Pop Quiz! What do you call a government that runs up record deficits, intervenes in the marketplace, restricts people’s movements and pays workers to stay home?
a. Socialist
b. Communist
c. New Democratic
d. Liberal
In Alberta, the answer is “none of the above.” Or, put another way: United Conservative. In one of the great ironies of the COVID-19 pandemic, Alberta’s free-market, free-enterprise, red-tape-cutting, stand-on-your-own-two-feet government is on track to become the biggest borrowing, largest spending, most interventionist government in our province’s history.
Since the pandemic hit, Premier Jason Kenney has ordered the deferral of taxes and utility payments, pumped money into homeless shelters and charities, increased financial support for mental health and allowed students to delay paying back loans. He has spent more than $90-million paying Albertans to stay home and self-isolate. He has passed laws giving his government more powers to intervene in people’s lives, whether that’s ordering them to stay home or issuing fines if they go out. The list goes on.
Just as there are no atheists in foxholes, it would seem there are no fiscal conservatives in pandemics.
The province’s deficit is on track to hit $20-billion this year and the accumulated debt is on a trajectory to shoot past $100-billion.
In a move that’s a mixture of desperation and optimism, Kenney is spending $1.5-billion on the troubled Keystone XL pipeline project this year and putting up $6-billion in loan guarantees next year. “This investment in Keystone XL is a bold move to retake control of our province’s economic destiny and put it firmly back in the hands of the owners of our natural resources, the people of Alberta,” said Kenney in an April televised speech as he tried to make the multi-billion-dollar gamble seem more like a no-brainer. “The government of Alberta is confident that this is a wise investment,” he added, which sounded more like a plea than a prediction.
I want to avoid wading into the rhetorical swamp of what exactly constitutes “socialism,” so let’s just say the 2020 version of the UCP is less conservative blue and more “nanny-state” red.
Pre-pandemic Kenney must be rolling in his grave. Not that he’s alone. Governments everywhere are turning more socially conscious if not outright socialist. Canada’s federal government is pandemic-spending in the tens of billions to keep people and companies afloat. The US is spending trillions.
Just as there are no atheists in foxholes, it would seem there are no fiscal conservatives in pandemics.
But, truth be told, Alberta’s UCP government was beginning to wobble from its free-market principles last summer. Long before COVID-19 began planning its world tour, Kenney was in negotiations to invest in the Keystone pipeline project.
That’s not to say this government is driving along the political highway with its left-turn indicator on. Kenney is not just a conservative but arguably the most ideological Alberta premier in the last 40 years. That’s why he began picking a fight with public sector workers and doctors late last year to undermine their power while putting a lid on spending.
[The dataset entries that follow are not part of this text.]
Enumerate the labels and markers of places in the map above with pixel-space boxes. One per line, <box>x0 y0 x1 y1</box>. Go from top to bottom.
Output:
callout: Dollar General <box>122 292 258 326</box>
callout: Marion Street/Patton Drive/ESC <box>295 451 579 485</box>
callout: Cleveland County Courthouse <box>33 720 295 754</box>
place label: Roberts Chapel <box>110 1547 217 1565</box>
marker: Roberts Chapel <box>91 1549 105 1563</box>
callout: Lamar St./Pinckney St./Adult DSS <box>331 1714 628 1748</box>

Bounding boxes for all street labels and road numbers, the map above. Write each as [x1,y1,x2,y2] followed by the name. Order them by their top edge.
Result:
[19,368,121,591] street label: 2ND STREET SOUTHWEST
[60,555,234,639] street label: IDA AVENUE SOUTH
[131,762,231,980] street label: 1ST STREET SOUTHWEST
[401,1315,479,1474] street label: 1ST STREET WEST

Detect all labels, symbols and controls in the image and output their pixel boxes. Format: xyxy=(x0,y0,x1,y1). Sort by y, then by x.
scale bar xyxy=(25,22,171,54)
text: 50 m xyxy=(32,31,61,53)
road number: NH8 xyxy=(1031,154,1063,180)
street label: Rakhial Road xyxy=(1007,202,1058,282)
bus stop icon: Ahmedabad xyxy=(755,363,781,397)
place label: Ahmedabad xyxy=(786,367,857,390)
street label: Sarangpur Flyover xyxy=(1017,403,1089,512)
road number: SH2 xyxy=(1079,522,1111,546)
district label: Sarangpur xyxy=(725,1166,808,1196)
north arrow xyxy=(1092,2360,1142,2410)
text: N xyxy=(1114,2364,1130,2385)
When the pandemic hit, he managed to make a temporary truce with nurses but couldn’t change direction with doctors. When he tried, it was too little too late, and the Alberta Medical Association launched a $250-million lawsuit against his government in April.
Kenney, like politicians everywhere, is facing a test of his leadership during this pandemic. But the real test will come after. Kenney has acknowledged that Alberta’s oil-dependent economy will be slow to recover. If he was eager to cut spending and slash public sector jobs when the deficit was $7-billion, what will he do after the deficit hits $20-billion? What kinds of cuts and rollbacks can we expect post-pandemic?
The premier likes to say we’re in uncharted territory. Well, yes and no. We’ve never been hit by a pandemic and an oil price catastrophe simultaneously. But we know from past experience how our economy is too reliant on the vagaries of energy prices. Might this crisis convince Kenney he has to take even more drastic action, such as, gulp, introducing a provincial sales tax? He says he won’t consider that—but at one time he would never have considered running a $20-billion deficit either.
Kenney knows how Albertans react to premiers during crises. Just look at Don Getty, Ed Stelmach and Rachel Notley, all victims of economic downturns and all subsequently forced out of office by their parties or voters. Kenney has proven to be a resilient and resourceful politician. He still has three years until the next election to figure out what life will look like in a post-pandemic province—and whether Albertans will want their rigidly right-wing premier to show some flexibility and permanently shift a little.
Graham Thomson is a political analyst, member of the Legislature Press Gallery and former Edmonton Journal political columnist.